In the present case, symptoms of dermatomyositis progressed despite removal of the primary tumor along with immunotherapy. Although our patient appeared too weak to tolerate chemotherapy, which is not generally performed for such fragile patients with PS grade 4, we had no other choice but to apply this option to combat the metastatic lesions.

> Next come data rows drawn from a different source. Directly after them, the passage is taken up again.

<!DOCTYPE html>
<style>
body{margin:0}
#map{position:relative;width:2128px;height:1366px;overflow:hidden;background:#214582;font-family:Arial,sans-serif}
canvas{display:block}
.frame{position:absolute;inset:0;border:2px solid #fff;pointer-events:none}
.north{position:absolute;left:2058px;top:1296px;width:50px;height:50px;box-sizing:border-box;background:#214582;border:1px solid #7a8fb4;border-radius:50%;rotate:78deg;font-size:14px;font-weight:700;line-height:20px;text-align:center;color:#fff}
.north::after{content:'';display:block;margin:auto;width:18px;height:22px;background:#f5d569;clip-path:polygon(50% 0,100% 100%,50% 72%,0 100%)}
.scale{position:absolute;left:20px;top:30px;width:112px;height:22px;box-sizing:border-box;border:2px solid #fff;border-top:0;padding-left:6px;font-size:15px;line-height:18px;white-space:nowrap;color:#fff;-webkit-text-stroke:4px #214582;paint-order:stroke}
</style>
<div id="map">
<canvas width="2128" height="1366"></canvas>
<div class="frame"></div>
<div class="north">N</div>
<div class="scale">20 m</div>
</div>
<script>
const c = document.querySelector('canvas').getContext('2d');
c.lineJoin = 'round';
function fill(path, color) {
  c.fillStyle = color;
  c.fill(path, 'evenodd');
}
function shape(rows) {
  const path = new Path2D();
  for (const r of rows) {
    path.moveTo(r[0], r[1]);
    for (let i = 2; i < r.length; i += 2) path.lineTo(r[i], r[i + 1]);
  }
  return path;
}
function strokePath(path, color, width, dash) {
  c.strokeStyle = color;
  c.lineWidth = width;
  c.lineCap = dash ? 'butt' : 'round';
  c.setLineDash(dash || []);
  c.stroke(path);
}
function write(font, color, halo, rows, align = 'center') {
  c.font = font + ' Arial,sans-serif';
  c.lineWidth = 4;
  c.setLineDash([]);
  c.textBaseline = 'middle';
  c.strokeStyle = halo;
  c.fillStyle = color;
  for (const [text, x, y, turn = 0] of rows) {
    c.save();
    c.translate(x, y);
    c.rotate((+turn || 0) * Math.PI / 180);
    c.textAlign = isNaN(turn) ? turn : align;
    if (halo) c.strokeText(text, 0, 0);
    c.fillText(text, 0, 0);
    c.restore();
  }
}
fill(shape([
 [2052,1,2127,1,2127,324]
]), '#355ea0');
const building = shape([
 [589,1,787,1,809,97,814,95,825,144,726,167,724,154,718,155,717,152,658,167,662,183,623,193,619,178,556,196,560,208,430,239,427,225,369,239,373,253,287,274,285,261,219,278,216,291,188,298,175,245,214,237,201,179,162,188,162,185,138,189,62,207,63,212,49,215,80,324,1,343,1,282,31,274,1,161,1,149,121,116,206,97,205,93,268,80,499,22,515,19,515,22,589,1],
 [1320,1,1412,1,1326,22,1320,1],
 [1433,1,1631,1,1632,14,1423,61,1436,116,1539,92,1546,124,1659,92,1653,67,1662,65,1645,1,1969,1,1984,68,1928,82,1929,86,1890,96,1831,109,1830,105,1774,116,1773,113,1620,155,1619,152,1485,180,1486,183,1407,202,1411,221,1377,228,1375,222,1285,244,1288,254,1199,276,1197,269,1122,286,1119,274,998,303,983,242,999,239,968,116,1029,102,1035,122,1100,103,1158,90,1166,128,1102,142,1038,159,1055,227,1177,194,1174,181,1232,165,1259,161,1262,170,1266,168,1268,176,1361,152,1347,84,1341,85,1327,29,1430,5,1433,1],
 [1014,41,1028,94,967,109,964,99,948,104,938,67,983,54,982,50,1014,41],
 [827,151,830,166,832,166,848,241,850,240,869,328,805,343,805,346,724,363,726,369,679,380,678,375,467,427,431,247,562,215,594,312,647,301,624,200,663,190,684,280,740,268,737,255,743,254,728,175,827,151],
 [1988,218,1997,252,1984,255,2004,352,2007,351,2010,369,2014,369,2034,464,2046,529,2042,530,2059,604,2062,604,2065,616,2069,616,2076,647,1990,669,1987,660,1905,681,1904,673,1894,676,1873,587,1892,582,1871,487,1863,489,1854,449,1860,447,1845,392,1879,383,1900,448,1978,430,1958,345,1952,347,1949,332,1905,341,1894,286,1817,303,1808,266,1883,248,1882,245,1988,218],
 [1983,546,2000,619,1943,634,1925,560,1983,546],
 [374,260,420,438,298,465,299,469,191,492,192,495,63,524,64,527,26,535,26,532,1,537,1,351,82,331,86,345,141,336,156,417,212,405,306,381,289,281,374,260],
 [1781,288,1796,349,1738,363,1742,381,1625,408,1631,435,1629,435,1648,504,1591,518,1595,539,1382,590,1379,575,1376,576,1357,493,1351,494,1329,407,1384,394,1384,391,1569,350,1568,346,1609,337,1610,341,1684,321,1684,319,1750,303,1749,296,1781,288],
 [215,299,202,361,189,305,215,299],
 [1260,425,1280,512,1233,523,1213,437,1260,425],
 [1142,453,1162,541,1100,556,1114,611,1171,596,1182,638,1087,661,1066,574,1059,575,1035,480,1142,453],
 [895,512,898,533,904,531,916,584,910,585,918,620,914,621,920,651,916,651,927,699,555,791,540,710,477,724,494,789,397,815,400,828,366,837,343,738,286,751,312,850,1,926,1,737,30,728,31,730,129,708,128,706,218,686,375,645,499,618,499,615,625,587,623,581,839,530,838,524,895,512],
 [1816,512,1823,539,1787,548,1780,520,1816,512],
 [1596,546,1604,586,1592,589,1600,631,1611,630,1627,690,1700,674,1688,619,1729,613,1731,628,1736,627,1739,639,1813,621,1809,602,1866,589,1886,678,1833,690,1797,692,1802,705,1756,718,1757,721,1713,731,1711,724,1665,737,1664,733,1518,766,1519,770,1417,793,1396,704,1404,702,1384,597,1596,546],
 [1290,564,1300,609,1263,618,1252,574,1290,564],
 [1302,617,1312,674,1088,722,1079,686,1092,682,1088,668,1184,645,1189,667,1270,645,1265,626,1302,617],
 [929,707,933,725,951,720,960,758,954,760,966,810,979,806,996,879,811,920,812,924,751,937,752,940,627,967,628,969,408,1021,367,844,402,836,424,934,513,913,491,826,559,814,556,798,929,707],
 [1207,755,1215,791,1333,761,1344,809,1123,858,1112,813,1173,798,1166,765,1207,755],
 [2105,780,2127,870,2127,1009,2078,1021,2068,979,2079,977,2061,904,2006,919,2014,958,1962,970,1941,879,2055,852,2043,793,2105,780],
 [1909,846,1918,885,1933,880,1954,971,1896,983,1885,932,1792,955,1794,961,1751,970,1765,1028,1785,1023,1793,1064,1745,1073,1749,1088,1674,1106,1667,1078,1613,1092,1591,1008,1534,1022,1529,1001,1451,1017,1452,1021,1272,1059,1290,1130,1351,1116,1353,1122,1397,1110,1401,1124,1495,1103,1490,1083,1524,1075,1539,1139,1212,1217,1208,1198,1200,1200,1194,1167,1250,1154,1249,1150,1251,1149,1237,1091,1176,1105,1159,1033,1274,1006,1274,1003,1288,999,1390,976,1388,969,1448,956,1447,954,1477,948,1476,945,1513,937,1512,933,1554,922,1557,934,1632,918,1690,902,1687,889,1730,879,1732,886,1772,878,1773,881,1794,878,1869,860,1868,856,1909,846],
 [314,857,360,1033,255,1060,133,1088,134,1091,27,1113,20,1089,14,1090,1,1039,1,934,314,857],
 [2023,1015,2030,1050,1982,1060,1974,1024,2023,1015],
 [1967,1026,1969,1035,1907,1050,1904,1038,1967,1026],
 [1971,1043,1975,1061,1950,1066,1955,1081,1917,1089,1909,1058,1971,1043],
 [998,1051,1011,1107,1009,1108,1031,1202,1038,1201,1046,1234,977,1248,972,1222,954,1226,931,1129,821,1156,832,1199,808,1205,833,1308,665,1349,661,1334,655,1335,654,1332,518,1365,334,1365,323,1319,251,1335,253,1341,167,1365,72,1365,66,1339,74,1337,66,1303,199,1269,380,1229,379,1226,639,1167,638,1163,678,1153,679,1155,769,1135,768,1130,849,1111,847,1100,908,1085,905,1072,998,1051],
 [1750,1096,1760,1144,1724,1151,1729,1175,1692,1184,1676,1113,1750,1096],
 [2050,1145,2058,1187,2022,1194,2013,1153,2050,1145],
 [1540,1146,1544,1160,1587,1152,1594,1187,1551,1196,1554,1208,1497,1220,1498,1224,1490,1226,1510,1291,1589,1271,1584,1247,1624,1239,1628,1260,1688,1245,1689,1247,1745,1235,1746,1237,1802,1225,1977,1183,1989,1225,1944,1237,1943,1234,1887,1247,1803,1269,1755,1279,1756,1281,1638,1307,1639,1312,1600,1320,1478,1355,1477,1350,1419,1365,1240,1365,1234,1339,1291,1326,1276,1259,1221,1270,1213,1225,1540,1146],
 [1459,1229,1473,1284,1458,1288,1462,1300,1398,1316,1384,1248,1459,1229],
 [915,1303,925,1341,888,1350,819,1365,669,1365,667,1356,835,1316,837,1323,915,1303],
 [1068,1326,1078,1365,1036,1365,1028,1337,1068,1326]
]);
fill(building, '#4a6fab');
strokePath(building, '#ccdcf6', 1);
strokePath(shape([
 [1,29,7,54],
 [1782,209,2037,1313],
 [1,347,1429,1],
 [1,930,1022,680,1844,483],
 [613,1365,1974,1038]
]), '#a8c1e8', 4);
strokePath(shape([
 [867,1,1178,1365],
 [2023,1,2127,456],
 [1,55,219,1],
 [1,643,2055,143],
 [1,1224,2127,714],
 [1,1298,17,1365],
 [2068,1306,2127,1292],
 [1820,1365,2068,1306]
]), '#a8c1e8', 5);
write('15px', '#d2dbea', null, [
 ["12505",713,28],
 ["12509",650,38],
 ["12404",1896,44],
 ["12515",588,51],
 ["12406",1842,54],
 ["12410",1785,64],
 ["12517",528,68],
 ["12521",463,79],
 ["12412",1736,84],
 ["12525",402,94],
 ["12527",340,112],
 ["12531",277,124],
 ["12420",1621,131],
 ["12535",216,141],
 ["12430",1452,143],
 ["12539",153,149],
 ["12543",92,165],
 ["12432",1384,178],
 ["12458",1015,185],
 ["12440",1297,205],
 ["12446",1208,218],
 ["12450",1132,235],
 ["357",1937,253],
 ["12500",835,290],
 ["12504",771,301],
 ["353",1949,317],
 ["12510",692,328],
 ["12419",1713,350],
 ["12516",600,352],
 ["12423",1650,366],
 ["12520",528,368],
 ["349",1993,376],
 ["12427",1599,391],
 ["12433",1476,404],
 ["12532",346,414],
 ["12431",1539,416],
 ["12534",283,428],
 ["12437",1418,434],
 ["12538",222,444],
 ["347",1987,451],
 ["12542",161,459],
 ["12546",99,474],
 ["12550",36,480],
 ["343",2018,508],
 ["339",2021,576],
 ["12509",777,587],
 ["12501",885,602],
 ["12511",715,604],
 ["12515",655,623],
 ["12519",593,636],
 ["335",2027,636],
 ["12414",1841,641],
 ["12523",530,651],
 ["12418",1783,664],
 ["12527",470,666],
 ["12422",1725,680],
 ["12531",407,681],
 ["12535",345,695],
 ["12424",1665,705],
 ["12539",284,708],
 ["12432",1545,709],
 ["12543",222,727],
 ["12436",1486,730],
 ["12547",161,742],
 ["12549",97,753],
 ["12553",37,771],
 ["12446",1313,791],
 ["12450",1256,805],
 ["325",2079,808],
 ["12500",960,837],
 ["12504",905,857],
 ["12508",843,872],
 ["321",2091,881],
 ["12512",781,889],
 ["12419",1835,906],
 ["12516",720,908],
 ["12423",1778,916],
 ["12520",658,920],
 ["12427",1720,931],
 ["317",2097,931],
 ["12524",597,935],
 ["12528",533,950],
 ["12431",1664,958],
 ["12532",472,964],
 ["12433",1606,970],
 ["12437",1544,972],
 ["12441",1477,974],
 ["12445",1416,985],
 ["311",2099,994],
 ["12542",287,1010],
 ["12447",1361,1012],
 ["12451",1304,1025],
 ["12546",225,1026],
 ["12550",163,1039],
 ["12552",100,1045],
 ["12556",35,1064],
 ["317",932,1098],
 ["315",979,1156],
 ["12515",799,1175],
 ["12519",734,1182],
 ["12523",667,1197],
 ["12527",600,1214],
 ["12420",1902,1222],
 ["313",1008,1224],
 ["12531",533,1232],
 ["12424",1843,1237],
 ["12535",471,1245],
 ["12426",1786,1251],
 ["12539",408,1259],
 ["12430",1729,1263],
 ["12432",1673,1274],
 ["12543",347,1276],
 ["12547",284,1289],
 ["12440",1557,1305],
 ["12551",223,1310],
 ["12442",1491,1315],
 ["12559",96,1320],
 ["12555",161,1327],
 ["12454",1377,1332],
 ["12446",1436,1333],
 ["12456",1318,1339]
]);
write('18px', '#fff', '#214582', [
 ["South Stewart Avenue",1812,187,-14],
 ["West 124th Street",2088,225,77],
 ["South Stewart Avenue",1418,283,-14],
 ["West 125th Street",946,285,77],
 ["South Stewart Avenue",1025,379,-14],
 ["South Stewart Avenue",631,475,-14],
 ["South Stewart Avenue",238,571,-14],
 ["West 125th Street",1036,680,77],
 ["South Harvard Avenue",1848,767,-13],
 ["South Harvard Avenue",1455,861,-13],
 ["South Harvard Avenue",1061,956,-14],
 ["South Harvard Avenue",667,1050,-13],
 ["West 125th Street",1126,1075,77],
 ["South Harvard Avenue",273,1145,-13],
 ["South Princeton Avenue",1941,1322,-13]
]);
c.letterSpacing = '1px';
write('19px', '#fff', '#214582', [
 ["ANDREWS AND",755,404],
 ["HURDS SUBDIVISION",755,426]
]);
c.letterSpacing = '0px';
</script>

Our regimen, which was carefully selected and dose-adjusted, proved successful. At the completion of chemotherapy, symptoms of dermatomyositis had fully resolved and lymph nodes had totally disappeared, indicating that our strategy was valid. Although administration of anticancer agents to highly unstable patients with poor PS is a challenge, we consider that such treatment could be feasible under an appropriate regimen with adjusted doses. The patient in this case is now being followed up on an outpatient basis. As of 2 years since being discharged from hospital, the patient has experienced no recurrence of the testicular tumor or DM.


MMT:Manual muscle testing
PS:Performance status
CT:Computed tomography
CK:Creatine kinase
LDH:Lactate dehydrogenase
HCG-β:Human chorionic gonadotropin-beta
IVIg:Intravenous immunoglobulin
EP regimen:Regimen of etoposide plus cisplatin.

Competing Interests

The authors declare that they have no competing interests.